RECORD SET →
_ _ _ _

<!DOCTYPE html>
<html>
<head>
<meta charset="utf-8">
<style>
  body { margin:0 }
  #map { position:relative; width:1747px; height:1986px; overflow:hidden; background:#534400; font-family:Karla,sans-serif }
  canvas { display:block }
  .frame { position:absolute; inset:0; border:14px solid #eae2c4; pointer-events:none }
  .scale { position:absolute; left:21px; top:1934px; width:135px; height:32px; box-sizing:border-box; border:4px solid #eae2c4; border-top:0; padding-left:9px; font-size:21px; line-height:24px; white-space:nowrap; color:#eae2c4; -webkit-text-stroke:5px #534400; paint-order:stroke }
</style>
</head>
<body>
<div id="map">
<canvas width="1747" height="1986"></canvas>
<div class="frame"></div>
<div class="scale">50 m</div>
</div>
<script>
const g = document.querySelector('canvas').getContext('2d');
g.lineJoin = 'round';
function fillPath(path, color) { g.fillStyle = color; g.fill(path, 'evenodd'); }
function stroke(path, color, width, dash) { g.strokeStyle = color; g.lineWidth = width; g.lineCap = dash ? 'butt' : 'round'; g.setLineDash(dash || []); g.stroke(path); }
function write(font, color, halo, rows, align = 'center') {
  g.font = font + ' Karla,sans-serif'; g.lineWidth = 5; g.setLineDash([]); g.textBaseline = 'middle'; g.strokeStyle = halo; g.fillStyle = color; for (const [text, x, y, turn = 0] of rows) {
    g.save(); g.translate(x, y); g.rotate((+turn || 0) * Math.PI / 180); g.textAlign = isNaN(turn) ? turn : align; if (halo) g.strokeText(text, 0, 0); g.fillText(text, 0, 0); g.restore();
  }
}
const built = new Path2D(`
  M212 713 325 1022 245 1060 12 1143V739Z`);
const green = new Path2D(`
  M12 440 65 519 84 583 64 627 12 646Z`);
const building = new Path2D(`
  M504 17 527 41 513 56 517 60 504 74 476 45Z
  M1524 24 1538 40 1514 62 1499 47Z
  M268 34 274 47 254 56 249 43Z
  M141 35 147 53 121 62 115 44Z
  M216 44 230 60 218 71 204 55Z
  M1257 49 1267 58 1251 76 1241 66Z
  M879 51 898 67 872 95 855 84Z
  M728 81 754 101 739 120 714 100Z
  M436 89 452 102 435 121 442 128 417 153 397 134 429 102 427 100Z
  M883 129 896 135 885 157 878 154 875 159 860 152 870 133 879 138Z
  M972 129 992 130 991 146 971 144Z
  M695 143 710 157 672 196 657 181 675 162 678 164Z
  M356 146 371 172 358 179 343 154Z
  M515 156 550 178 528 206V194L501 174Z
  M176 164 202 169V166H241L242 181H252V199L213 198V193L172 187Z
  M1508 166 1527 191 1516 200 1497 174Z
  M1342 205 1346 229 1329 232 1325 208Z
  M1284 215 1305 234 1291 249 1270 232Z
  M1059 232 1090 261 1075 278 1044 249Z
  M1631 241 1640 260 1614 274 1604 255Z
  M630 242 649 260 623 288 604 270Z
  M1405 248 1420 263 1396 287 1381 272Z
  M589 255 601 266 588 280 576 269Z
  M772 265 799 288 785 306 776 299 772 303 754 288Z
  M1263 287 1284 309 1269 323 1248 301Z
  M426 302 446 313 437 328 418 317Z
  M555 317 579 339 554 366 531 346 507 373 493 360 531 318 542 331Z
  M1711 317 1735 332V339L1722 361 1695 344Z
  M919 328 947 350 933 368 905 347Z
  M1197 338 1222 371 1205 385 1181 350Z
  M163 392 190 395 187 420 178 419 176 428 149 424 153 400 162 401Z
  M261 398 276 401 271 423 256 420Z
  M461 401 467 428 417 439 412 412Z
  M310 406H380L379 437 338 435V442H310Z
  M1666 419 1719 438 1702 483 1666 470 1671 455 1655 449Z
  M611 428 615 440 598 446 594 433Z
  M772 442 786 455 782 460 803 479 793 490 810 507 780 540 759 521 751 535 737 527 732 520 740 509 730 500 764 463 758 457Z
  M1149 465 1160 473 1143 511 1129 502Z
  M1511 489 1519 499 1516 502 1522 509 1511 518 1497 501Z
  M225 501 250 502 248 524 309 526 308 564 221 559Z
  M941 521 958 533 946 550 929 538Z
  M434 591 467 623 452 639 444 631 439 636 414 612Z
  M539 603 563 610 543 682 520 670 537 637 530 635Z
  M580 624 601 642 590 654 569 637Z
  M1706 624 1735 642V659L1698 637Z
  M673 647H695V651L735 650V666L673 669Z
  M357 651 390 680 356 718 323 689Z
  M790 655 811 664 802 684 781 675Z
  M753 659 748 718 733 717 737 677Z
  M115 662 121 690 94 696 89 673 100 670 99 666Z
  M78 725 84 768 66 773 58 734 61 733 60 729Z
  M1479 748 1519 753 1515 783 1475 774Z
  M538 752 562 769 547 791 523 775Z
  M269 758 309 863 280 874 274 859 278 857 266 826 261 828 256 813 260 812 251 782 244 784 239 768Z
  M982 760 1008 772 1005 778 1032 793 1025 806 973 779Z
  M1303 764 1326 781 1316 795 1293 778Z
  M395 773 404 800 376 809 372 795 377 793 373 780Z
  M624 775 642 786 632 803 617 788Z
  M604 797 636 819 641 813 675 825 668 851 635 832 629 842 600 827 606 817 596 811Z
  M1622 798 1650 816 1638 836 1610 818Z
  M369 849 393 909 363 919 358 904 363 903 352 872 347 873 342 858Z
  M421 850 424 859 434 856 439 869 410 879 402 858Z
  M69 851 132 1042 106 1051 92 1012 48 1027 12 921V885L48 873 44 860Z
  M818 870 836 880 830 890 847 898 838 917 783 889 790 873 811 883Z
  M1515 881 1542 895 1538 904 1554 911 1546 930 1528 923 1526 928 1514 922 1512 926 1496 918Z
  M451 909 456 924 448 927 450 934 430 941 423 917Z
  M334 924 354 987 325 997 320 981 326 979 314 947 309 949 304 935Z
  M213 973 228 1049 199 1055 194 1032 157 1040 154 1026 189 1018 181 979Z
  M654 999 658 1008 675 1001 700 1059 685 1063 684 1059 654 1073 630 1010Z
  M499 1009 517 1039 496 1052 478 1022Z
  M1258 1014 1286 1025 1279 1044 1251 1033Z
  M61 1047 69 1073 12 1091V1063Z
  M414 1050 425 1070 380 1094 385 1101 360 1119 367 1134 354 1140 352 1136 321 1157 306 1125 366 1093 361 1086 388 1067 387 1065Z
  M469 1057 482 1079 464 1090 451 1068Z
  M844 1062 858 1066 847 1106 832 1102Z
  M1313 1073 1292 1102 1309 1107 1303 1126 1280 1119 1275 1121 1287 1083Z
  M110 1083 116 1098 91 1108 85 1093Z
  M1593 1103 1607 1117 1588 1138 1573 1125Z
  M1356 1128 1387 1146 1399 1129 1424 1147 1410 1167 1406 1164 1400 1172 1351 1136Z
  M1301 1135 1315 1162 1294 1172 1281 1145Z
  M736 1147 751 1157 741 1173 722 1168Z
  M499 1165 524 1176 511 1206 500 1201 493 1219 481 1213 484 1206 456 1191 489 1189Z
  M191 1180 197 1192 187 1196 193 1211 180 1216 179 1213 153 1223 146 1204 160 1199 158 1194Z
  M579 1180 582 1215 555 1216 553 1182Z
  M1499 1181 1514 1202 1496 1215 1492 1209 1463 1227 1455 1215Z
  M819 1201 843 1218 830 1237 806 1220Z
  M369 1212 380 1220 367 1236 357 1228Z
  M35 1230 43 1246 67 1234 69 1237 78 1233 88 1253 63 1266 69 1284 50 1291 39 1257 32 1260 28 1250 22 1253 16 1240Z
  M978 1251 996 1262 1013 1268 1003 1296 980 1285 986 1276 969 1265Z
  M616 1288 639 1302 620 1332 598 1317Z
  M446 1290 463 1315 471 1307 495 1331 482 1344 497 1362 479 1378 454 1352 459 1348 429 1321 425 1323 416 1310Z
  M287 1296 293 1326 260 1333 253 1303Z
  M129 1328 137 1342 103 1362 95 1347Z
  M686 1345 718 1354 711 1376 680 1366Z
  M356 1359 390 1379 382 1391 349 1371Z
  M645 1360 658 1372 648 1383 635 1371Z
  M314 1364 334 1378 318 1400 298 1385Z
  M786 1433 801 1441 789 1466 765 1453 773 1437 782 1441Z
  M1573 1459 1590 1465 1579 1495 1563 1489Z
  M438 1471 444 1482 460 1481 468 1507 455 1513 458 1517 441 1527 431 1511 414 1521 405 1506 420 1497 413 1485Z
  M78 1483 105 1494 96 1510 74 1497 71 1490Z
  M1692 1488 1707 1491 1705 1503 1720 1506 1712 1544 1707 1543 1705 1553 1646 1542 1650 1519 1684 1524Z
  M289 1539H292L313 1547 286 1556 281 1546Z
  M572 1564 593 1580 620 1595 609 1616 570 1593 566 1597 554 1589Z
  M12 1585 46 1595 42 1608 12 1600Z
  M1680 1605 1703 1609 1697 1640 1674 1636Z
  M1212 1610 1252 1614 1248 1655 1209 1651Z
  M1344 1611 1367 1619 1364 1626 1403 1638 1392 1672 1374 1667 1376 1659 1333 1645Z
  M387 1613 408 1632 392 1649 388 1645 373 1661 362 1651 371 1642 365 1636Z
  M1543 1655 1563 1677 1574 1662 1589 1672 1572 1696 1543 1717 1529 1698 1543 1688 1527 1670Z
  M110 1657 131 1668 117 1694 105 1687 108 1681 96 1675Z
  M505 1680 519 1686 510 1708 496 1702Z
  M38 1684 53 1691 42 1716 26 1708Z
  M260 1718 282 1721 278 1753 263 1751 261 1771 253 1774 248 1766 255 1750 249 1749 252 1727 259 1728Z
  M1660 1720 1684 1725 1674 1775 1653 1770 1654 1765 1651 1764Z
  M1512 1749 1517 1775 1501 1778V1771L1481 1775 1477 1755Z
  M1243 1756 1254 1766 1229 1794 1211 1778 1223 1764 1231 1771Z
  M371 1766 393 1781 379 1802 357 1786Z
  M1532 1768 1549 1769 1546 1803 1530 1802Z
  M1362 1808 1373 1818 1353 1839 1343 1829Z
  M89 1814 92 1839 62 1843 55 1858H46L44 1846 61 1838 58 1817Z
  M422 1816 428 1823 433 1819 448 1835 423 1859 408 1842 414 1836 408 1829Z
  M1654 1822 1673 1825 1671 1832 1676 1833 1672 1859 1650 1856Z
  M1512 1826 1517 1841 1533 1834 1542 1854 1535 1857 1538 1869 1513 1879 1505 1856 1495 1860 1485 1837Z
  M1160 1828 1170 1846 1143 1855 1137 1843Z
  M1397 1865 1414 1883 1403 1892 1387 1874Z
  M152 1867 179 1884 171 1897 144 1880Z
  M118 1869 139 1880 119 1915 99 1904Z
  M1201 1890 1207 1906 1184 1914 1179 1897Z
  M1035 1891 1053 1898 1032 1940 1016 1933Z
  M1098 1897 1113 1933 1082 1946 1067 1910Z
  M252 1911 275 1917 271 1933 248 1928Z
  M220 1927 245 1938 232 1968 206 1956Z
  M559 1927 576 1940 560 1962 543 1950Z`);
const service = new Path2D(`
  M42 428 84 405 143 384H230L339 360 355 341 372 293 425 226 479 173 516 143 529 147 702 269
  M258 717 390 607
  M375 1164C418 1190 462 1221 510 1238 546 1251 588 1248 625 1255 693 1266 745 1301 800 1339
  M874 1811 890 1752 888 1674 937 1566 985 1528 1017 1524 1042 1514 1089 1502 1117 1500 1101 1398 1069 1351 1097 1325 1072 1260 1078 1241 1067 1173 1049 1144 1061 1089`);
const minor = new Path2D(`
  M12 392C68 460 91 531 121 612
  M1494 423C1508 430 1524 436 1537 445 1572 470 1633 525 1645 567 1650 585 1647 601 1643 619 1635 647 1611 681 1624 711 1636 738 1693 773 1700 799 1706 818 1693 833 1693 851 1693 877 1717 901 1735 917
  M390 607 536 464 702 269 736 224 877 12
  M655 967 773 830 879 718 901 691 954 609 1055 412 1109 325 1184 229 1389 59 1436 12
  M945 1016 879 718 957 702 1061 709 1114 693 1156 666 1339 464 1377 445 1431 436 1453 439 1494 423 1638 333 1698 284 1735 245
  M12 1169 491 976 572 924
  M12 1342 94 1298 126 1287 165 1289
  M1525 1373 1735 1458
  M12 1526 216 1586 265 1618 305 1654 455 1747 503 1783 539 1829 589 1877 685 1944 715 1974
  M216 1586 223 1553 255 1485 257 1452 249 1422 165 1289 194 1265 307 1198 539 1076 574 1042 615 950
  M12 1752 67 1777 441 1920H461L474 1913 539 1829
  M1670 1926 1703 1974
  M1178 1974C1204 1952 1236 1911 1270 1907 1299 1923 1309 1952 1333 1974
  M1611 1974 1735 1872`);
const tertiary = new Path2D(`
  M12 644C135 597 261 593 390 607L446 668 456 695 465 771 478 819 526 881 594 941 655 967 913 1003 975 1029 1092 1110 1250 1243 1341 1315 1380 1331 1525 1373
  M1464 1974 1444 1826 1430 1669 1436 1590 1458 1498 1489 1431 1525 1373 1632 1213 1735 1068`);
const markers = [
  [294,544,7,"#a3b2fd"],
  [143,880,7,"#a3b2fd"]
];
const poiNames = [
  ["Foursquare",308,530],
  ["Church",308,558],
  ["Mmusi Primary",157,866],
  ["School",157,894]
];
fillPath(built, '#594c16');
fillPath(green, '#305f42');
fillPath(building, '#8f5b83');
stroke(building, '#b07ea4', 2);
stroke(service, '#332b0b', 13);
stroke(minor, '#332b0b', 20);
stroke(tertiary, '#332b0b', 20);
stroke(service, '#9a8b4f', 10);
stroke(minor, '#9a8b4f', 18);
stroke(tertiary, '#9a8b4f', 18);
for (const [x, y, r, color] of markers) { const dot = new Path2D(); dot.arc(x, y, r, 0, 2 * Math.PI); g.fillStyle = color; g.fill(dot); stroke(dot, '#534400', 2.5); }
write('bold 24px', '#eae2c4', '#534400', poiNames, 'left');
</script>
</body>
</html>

_ _ _ _

Please give back exactly the lines of the listing above that run from the one containing "M438 1471 444" through the one containing "M1212 1610 1252 1614 1248 1655 1209 1651Z", and only those.

  M438 1471 444 1482 460 1481 468 1507 455 1513 458 1517 441 1527 431 1511 414 1521 405 1506 420 1497 413 1485Z
  M78 1483 105 1494 96 1510 74 1497 71 1490Z
  M1692 1488 1707 1491 1705 1503 1720 1506 1712 1544 1707 1543 1705 1553 1646 1542 1650 1519 1684 1524Z
  M289 1539H292L313 1547 286 1556 281 1546Z
  M572 1564 593 1580 620 1595 609 1616 570 1593 566 1597 554 1589Z
  M12 1585 46 1595 42 1608 12 1600Z
  M1680 1605 1703 1609 1697 1640 1674 1636Z
  M1212 1610 1252 1614 1248 1655 1209 1651Z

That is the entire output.